YOUR GOAL: Your answer should be one number: the count of lines in these entries that hold the word "Гурман".

DATA FOR REVIEW:
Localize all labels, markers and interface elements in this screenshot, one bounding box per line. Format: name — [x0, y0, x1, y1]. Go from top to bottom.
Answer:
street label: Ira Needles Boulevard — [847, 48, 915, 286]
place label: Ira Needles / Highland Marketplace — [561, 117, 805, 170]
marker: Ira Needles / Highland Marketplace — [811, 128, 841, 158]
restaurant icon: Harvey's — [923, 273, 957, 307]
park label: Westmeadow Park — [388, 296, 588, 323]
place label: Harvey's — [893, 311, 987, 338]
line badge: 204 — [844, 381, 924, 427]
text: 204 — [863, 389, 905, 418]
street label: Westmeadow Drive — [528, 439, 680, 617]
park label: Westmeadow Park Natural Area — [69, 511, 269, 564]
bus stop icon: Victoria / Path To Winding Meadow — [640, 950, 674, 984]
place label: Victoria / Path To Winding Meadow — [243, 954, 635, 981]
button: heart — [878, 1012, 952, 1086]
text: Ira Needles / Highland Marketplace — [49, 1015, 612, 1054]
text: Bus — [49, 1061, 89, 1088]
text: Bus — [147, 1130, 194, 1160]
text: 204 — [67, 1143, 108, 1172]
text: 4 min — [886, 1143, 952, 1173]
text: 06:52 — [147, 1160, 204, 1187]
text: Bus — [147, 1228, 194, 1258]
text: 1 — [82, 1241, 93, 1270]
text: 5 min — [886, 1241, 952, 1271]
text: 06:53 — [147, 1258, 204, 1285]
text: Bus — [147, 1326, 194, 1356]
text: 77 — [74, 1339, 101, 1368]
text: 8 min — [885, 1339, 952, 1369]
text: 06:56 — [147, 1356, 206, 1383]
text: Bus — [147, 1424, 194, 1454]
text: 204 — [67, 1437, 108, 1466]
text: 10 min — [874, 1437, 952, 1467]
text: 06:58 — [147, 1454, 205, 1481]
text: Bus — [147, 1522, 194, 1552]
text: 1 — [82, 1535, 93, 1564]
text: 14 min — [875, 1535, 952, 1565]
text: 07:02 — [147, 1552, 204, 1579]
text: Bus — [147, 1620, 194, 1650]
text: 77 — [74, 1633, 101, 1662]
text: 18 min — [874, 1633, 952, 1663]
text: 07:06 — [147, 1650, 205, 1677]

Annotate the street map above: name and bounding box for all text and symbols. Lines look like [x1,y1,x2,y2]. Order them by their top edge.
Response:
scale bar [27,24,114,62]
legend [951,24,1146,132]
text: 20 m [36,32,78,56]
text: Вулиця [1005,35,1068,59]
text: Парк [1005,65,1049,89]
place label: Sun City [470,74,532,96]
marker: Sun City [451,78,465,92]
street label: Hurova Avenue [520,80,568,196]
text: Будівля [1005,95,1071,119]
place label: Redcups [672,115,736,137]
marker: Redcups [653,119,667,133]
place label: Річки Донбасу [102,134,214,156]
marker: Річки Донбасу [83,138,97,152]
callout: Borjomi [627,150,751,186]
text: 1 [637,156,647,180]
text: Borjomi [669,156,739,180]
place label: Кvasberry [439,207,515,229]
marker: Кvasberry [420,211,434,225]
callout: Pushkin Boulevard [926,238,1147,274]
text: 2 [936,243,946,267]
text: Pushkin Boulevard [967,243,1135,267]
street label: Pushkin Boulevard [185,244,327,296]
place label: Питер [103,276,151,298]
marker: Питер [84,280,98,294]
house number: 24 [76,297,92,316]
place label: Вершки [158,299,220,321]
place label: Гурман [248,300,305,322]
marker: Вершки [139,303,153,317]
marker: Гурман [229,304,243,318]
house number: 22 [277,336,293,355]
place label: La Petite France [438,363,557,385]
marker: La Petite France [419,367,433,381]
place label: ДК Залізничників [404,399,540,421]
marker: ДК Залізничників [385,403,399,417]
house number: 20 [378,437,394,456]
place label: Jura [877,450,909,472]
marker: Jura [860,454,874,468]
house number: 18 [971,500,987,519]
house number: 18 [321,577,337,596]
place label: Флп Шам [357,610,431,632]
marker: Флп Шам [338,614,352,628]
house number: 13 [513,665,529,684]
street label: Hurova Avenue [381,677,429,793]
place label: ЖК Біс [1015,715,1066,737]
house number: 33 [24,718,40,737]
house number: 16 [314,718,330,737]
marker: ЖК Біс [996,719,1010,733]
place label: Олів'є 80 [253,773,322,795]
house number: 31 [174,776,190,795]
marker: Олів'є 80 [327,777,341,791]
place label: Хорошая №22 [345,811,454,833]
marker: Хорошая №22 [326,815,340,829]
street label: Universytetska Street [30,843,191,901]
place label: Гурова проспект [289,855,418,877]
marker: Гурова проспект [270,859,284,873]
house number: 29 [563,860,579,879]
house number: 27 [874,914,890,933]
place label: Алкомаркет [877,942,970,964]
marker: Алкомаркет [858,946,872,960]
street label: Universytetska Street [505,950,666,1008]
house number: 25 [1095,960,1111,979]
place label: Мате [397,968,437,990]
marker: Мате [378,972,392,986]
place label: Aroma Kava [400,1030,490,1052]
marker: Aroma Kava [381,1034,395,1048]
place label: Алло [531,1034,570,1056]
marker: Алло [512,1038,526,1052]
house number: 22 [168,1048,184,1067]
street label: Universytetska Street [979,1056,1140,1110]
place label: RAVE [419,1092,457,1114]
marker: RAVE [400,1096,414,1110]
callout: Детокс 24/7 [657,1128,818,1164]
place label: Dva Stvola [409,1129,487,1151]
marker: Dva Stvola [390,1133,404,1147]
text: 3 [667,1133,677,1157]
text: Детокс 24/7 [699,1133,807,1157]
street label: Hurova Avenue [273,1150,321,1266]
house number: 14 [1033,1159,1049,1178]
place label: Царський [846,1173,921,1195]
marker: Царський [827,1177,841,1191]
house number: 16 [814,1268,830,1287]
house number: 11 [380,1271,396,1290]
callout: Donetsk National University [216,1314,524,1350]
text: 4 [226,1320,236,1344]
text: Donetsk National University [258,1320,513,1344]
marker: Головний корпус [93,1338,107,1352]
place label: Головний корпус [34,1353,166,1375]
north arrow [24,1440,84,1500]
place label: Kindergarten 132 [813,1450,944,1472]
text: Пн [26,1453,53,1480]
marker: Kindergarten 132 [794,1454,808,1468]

TASK ANSWER: 2